Since the anonymous repository is fixed, we have added the Framework Extensions (LightGCN, DiffuRec, Mamba4Rec) and the Entropy Extensions (Approximate Entropy, Shannon Entropy, Kolmogorov Complexity) mentioned in our original paper. You will find these additions under the Performance_Law_Appendix_Framework directory. Thank you very much again for your decision.

最终决定Accept (poster)

2025-09-17

This paper introduces the Performance Law for sequential recommendation algorithms, enabling prediction of model performance for various settings. It also provides a quantitative framework for guiding the parameter optimization of future models. Extensive experiments show that the proposed approach has superior predictive accuracy compared to the tested baselines. It was found useful for optimization tasks as well.

The reviewers appreciated the use of Performance Law tailored to recommendation systems.
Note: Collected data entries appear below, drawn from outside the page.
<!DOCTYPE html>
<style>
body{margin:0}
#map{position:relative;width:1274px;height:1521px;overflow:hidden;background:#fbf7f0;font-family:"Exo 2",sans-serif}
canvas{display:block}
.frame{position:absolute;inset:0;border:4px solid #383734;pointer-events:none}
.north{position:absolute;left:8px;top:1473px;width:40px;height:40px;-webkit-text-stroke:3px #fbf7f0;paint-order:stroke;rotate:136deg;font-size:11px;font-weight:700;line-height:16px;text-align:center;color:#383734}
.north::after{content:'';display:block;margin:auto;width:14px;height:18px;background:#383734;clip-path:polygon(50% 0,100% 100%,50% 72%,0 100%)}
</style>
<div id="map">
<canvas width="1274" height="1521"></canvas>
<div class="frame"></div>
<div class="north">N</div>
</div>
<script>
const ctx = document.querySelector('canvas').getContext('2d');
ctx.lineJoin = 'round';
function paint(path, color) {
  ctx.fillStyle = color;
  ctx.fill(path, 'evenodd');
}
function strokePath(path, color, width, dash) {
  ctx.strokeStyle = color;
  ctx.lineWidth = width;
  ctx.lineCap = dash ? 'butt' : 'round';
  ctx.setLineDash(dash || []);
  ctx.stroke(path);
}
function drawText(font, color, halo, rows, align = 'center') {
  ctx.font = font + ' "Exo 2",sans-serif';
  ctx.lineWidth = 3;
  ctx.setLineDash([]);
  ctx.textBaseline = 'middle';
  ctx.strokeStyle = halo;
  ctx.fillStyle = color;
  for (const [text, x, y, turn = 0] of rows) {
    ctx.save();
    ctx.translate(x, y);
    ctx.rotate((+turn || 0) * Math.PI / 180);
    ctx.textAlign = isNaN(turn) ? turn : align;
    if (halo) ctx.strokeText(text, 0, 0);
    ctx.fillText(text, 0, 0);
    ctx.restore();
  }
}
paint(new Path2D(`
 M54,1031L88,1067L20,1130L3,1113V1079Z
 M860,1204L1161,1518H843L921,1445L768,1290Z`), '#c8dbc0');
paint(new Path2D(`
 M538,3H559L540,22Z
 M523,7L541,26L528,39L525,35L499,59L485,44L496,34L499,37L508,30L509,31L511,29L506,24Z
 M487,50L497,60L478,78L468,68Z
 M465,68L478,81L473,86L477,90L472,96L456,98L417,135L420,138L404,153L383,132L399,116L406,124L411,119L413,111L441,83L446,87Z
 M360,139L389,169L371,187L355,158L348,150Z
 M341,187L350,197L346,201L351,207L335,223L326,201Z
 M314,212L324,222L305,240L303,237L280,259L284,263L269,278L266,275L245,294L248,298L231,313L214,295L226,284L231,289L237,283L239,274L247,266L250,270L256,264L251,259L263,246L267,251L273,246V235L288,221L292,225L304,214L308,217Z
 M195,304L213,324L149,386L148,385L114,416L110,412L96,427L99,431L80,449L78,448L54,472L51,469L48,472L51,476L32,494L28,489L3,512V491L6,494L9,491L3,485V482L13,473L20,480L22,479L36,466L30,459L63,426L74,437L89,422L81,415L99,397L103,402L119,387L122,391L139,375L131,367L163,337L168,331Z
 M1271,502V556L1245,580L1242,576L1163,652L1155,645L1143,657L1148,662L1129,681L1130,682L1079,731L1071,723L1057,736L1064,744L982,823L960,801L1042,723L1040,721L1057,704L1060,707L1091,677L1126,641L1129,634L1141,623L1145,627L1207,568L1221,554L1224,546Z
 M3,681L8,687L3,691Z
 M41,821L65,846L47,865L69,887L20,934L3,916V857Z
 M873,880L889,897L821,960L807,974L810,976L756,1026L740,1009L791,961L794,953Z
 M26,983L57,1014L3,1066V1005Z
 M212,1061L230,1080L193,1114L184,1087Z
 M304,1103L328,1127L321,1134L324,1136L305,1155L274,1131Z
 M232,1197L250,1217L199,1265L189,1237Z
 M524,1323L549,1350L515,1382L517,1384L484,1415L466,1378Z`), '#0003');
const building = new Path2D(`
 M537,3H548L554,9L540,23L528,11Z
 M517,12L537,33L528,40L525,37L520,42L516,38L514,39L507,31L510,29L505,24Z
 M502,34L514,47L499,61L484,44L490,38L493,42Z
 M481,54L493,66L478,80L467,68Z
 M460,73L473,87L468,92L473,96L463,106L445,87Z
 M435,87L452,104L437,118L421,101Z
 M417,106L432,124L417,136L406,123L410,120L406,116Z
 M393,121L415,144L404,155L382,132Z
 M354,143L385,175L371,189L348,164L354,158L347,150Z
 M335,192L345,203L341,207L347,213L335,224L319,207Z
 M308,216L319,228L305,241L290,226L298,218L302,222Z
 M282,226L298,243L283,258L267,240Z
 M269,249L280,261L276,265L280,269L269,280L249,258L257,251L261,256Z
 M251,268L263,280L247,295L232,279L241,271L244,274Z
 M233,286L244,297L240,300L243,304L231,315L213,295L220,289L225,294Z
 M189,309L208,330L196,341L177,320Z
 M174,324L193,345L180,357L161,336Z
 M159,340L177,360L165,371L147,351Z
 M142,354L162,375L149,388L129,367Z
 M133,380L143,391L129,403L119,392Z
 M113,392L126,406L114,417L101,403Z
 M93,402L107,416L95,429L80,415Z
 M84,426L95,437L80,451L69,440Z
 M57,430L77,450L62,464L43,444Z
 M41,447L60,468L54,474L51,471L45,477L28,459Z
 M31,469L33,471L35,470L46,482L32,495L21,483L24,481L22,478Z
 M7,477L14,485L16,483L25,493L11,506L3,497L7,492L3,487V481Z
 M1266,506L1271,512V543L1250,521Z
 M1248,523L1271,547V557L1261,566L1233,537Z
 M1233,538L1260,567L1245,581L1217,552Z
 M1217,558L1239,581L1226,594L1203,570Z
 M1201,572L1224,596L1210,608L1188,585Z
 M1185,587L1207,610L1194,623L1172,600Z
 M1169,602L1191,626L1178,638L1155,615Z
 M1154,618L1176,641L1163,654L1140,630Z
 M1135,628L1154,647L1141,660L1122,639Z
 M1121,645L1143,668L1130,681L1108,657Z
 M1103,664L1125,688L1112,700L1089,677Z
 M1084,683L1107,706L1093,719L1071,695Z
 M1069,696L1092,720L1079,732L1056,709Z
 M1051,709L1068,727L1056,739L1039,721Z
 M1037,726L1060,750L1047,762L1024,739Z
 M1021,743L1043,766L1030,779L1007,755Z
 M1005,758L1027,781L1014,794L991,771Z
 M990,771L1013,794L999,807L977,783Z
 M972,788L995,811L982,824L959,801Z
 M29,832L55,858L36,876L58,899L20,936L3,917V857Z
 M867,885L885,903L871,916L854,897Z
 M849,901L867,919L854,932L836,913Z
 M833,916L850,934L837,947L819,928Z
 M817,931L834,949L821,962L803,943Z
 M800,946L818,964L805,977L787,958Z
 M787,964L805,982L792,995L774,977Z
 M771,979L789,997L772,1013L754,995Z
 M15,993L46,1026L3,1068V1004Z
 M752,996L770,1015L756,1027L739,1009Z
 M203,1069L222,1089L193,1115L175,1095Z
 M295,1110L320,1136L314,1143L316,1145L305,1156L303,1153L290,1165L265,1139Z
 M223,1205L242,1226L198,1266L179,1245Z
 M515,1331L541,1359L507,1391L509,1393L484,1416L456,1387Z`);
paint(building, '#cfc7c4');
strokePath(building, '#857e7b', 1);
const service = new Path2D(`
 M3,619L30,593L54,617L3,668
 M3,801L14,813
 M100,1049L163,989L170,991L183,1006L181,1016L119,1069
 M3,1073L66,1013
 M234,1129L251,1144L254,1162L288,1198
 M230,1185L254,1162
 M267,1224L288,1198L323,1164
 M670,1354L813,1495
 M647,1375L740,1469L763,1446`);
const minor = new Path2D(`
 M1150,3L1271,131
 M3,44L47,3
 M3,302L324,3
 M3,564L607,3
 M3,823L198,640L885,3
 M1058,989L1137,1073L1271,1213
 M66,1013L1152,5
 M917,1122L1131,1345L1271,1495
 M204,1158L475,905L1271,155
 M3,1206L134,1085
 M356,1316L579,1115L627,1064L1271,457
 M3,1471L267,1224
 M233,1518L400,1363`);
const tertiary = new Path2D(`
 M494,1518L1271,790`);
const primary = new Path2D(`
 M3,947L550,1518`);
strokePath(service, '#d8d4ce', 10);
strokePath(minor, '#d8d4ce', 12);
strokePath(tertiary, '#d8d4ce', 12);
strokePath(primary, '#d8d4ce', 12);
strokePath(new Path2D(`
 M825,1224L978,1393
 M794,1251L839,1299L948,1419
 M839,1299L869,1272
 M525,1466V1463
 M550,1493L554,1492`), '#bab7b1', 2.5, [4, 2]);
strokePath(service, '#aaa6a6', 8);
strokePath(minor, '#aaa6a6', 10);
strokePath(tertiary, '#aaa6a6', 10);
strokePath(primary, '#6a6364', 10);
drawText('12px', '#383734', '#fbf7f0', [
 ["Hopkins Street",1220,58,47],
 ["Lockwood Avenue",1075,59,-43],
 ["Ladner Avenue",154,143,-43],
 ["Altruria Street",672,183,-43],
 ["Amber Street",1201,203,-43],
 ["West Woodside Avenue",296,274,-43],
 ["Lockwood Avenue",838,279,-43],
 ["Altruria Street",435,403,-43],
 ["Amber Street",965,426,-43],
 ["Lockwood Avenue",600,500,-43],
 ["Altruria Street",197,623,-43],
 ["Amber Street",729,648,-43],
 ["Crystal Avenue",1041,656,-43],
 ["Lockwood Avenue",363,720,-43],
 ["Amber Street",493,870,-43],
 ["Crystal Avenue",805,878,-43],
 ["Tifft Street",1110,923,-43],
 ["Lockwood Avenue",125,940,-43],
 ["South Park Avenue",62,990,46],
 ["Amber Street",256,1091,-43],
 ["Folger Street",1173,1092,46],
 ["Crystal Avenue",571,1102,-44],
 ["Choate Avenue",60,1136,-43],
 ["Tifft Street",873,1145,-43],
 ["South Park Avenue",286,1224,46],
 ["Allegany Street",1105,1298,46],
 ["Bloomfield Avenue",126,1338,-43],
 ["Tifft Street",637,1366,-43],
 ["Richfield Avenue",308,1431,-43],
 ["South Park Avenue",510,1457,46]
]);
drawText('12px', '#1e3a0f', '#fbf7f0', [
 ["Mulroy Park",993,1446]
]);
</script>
While the experiments provided in the initial submission was found as lacking sufficient generality, the additional experiments along with other revisions provided in the rebuttal and discussions alleviated the concerns of the reviewers. Therefore, I feel that the paper can be a useful contribution at NeurIPS, and I encourage the authors to include the suggested revisions.